## Aim of the exercise
Look for the string "linear" in the listing below, then copy every line that has it.

## Data under study
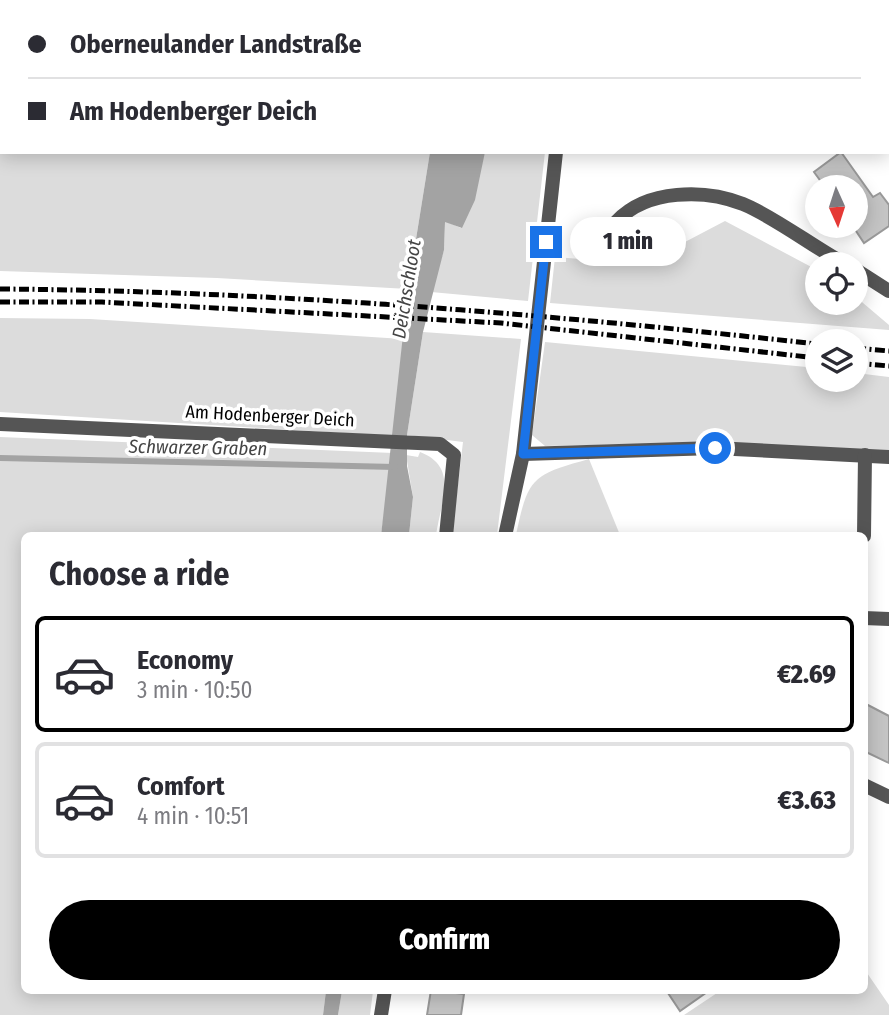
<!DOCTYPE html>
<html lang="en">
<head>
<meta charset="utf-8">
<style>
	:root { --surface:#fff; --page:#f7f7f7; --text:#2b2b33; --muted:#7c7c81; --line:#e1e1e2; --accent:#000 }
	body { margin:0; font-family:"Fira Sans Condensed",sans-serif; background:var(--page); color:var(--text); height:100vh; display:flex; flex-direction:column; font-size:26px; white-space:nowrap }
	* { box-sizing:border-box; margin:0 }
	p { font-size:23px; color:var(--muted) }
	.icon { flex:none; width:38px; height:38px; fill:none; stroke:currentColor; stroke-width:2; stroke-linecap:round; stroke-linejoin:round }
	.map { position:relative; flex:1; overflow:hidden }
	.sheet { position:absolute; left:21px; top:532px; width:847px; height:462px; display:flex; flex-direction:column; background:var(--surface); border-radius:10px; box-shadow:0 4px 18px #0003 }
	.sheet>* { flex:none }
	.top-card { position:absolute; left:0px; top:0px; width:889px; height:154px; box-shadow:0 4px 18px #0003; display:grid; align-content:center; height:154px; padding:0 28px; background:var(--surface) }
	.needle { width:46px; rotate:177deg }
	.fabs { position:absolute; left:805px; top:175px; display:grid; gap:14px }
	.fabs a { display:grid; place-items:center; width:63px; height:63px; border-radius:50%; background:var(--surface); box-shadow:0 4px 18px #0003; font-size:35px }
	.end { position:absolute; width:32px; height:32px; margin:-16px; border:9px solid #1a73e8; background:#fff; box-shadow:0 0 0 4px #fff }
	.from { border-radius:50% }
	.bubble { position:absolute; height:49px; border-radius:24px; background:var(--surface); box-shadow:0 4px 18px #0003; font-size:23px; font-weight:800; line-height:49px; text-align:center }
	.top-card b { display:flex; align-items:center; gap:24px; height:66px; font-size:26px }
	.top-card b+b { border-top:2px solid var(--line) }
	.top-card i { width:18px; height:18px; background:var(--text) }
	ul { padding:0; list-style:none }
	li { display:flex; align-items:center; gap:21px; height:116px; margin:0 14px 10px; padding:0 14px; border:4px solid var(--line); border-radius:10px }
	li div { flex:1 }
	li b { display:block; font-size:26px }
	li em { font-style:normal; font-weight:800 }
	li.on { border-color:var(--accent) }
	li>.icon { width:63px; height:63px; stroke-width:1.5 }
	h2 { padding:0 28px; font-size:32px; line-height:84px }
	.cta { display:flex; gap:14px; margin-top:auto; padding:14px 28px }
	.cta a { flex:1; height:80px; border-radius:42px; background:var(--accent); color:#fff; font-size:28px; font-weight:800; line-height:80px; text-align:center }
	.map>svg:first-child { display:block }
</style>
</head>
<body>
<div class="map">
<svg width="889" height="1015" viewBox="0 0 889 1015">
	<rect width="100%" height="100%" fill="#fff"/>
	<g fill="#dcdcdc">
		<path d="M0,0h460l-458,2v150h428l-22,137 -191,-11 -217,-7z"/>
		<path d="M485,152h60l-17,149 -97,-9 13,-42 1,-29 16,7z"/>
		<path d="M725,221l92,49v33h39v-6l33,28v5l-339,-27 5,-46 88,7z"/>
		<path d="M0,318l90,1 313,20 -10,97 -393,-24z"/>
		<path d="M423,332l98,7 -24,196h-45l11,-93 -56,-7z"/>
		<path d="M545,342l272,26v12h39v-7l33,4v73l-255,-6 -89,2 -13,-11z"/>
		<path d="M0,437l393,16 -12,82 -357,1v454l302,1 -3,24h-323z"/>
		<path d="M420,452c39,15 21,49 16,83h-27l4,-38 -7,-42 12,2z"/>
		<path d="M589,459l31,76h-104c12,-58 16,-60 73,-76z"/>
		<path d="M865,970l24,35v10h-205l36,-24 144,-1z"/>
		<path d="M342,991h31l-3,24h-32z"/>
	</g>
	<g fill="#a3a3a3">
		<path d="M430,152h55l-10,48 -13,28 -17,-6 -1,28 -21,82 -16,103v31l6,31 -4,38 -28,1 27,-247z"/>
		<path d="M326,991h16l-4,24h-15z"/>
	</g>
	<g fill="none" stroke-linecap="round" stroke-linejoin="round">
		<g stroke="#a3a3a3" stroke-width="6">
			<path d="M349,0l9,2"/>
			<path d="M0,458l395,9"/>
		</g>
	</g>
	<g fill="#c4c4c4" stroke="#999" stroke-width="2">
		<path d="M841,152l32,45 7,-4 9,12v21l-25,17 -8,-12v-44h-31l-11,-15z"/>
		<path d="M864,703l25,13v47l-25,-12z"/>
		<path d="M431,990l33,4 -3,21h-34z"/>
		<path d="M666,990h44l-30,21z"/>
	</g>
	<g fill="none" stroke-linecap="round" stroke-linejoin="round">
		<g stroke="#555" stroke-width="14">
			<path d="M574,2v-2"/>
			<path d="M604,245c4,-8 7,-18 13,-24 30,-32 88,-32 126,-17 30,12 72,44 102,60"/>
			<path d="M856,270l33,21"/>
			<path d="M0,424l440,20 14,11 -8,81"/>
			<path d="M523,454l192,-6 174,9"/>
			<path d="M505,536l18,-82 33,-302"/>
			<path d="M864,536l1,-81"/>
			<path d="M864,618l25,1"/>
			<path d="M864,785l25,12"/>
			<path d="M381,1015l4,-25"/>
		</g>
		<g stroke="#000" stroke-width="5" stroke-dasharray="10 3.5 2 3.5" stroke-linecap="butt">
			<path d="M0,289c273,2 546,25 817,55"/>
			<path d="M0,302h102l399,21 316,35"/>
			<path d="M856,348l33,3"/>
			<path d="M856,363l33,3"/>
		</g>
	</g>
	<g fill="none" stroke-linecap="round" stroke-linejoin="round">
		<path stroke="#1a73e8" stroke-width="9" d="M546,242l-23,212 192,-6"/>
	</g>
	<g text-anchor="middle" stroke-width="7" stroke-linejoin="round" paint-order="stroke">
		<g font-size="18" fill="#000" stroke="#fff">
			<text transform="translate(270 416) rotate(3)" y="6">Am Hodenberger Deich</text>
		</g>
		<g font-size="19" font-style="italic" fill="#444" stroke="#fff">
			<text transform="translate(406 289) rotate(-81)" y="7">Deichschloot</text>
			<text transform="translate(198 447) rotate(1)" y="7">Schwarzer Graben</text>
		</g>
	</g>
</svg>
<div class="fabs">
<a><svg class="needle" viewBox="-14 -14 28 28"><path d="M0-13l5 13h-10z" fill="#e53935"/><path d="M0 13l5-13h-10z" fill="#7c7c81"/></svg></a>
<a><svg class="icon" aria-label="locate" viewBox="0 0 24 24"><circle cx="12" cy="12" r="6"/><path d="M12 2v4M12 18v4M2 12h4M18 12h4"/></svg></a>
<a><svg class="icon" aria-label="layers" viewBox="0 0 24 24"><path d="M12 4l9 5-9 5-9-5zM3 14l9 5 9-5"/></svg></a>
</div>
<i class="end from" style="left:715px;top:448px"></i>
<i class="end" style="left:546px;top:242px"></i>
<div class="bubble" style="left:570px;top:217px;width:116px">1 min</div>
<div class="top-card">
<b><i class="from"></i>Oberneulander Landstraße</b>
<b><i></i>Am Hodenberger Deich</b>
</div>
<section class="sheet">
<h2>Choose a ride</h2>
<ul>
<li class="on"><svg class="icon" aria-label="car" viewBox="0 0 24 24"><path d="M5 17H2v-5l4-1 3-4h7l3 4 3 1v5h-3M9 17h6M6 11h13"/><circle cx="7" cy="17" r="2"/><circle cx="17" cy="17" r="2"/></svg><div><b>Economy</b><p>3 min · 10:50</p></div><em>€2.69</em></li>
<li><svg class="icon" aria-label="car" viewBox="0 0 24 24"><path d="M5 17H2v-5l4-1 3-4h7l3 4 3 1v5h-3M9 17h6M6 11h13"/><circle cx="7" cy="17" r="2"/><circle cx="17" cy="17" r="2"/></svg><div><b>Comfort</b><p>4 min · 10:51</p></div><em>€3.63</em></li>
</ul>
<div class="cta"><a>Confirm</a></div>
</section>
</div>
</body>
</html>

---

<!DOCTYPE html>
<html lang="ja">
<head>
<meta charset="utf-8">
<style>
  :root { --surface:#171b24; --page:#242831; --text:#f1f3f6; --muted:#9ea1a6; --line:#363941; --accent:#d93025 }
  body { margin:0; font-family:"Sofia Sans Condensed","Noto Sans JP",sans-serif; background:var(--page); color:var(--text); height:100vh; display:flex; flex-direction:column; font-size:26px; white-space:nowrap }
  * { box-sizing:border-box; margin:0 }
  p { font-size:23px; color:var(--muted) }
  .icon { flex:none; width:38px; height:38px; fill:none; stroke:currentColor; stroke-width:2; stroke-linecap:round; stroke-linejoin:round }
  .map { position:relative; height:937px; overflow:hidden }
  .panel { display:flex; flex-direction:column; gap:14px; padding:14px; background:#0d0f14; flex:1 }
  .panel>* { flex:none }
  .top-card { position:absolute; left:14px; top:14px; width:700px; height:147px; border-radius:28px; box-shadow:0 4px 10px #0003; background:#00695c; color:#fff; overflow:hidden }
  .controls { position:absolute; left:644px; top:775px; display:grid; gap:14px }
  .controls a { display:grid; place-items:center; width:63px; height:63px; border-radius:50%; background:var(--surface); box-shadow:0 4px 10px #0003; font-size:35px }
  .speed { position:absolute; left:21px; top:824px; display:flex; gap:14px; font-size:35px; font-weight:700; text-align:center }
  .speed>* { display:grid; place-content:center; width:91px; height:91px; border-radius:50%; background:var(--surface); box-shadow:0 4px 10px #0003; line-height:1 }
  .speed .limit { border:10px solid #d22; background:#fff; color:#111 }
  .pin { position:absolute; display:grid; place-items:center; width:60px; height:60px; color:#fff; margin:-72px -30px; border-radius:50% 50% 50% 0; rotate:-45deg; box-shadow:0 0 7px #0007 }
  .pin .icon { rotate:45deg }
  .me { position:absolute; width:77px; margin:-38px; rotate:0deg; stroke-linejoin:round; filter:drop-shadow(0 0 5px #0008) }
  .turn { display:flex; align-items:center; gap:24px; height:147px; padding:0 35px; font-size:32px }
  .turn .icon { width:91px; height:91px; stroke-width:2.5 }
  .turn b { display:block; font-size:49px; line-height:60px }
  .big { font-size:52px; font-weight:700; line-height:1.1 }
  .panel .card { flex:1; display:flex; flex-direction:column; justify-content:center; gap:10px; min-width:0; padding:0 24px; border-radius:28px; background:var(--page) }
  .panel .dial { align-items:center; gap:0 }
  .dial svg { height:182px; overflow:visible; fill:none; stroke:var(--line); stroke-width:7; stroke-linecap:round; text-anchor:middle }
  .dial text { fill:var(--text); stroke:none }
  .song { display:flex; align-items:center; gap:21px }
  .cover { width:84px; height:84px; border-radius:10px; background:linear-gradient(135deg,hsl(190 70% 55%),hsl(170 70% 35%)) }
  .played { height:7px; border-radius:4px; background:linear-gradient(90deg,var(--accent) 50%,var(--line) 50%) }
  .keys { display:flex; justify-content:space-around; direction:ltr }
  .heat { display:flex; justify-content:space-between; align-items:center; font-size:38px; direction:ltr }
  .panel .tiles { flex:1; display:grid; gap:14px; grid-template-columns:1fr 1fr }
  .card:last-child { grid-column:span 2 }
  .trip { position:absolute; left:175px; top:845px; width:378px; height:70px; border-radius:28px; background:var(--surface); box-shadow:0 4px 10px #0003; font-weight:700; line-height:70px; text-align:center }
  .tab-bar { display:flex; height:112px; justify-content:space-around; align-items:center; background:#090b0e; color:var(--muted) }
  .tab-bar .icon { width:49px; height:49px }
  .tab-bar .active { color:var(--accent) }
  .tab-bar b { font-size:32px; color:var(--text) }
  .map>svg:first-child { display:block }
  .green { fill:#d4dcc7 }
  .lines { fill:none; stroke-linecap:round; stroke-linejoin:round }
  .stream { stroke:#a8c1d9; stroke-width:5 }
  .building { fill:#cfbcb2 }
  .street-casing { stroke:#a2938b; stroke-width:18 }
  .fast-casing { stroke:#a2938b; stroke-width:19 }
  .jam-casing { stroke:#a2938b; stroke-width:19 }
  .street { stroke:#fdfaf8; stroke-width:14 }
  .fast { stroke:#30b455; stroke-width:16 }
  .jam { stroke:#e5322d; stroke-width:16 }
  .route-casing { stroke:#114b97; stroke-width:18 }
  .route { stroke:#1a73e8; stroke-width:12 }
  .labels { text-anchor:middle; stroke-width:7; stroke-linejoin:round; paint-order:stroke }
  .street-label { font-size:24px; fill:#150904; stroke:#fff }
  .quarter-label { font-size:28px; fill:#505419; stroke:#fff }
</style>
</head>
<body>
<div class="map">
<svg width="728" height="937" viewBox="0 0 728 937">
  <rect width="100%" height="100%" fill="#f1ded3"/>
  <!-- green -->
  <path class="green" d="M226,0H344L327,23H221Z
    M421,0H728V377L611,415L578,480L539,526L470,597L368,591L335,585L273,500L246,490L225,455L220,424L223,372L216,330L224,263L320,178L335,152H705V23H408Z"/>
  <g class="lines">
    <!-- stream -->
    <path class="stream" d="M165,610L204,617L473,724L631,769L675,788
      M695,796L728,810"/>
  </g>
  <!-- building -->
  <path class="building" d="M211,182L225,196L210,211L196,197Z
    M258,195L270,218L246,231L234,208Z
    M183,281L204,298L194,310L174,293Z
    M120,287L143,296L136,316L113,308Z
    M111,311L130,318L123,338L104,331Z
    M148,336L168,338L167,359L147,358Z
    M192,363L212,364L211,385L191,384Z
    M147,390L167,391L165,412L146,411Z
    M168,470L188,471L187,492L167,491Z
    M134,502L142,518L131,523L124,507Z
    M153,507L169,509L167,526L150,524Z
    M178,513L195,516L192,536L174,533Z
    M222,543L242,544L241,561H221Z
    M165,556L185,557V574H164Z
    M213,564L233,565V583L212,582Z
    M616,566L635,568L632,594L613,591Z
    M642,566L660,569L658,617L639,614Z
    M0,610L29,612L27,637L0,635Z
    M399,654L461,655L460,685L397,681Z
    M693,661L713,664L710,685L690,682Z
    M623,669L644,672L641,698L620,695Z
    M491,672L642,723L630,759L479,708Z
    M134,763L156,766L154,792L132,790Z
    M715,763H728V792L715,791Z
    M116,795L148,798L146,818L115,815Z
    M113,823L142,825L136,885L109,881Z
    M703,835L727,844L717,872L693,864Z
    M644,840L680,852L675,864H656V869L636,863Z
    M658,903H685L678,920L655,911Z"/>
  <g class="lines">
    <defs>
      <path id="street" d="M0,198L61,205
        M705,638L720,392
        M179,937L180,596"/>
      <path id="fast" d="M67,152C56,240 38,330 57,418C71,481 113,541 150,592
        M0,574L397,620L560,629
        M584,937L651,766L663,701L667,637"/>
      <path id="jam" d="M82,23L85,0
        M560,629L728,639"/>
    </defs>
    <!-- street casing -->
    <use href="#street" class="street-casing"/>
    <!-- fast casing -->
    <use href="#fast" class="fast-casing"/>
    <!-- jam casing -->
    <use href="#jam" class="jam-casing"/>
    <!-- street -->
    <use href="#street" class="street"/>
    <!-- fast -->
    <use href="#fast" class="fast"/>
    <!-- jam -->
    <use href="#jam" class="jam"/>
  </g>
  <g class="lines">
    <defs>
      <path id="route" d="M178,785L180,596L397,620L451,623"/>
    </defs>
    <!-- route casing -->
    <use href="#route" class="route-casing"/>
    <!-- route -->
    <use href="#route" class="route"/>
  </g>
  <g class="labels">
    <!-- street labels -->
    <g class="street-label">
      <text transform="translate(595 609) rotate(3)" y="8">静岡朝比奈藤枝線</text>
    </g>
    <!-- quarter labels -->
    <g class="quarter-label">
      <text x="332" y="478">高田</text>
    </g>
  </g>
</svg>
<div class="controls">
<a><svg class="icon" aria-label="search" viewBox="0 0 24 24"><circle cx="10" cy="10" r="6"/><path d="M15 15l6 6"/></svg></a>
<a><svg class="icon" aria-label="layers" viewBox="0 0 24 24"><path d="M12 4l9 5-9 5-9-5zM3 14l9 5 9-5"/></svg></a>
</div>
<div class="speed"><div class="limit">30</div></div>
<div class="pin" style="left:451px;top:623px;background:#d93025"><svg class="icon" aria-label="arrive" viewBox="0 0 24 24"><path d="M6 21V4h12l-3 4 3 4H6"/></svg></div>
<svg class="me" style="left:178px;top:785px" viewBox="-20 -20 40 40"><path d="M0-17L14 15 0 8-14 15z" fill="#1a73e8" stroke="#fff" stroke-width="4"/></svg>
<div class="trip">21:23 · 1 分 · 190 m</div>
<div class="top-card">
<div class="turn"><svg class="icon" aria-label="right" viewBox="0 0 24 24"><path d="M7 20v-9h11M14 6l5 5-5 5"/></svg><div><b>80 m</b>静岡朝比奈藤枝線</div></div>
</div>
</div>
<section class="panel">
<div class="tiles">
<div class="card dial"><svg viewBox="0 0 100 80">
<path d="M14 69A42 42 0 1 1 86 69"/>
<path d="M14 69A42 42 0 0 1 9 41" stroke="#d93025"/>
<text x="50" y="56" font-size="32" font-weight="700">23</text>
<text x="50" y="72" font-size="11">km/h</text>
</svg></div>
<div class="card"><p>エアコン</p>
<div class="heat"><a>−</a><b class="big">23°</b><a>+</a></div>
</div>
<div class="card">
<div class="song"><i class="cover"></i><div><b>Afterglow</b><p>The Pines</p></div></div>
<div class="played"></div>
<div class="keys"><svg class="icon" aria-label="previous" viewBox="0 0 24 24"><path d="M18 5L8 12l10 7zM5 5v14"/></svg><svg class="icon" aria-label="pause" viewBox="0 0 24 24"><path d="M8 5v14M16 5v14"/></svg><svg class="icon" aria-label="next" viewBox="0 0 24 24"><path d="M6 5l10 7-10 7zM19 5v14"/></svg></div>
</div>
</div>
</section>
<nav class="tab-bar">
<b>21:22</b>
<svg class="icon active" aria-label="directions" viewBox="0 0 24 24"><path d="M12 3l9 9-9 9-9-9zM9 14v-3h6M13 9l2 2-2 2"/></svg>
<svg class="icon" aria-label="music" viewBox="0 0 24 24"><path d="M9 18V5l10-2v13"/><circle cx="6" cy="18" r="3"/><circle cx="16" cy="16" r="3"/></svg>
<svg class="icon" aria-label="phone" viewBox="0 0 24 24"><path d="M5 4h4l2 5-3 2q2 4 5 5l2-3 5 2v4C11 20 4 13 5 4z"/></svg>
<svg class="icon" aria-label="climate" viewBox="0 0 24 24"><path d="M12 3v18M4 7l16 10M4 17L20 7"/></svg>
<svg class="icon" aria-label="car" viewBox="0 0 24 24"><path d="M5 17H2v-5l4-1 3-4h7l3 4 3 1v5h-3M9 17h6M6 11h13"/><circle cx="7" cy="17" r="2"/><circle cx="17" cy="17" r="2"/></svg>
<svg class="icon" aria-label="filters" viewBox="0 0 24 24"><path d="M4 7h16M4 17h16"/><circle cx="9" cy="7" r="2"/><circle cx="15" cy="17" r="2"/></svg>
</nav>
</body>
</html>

## Exercise answer
  .cover { width:84px; height:84px; border-radius:10px; background:linear-gradient(135deg,hsl(190 70% 55%),hsl(170 70% 35%)) }
  .played { height:7px; border-radius:4px; background:linear-gradient(90deg,var(--accent) 50%,var(--line) 50%) }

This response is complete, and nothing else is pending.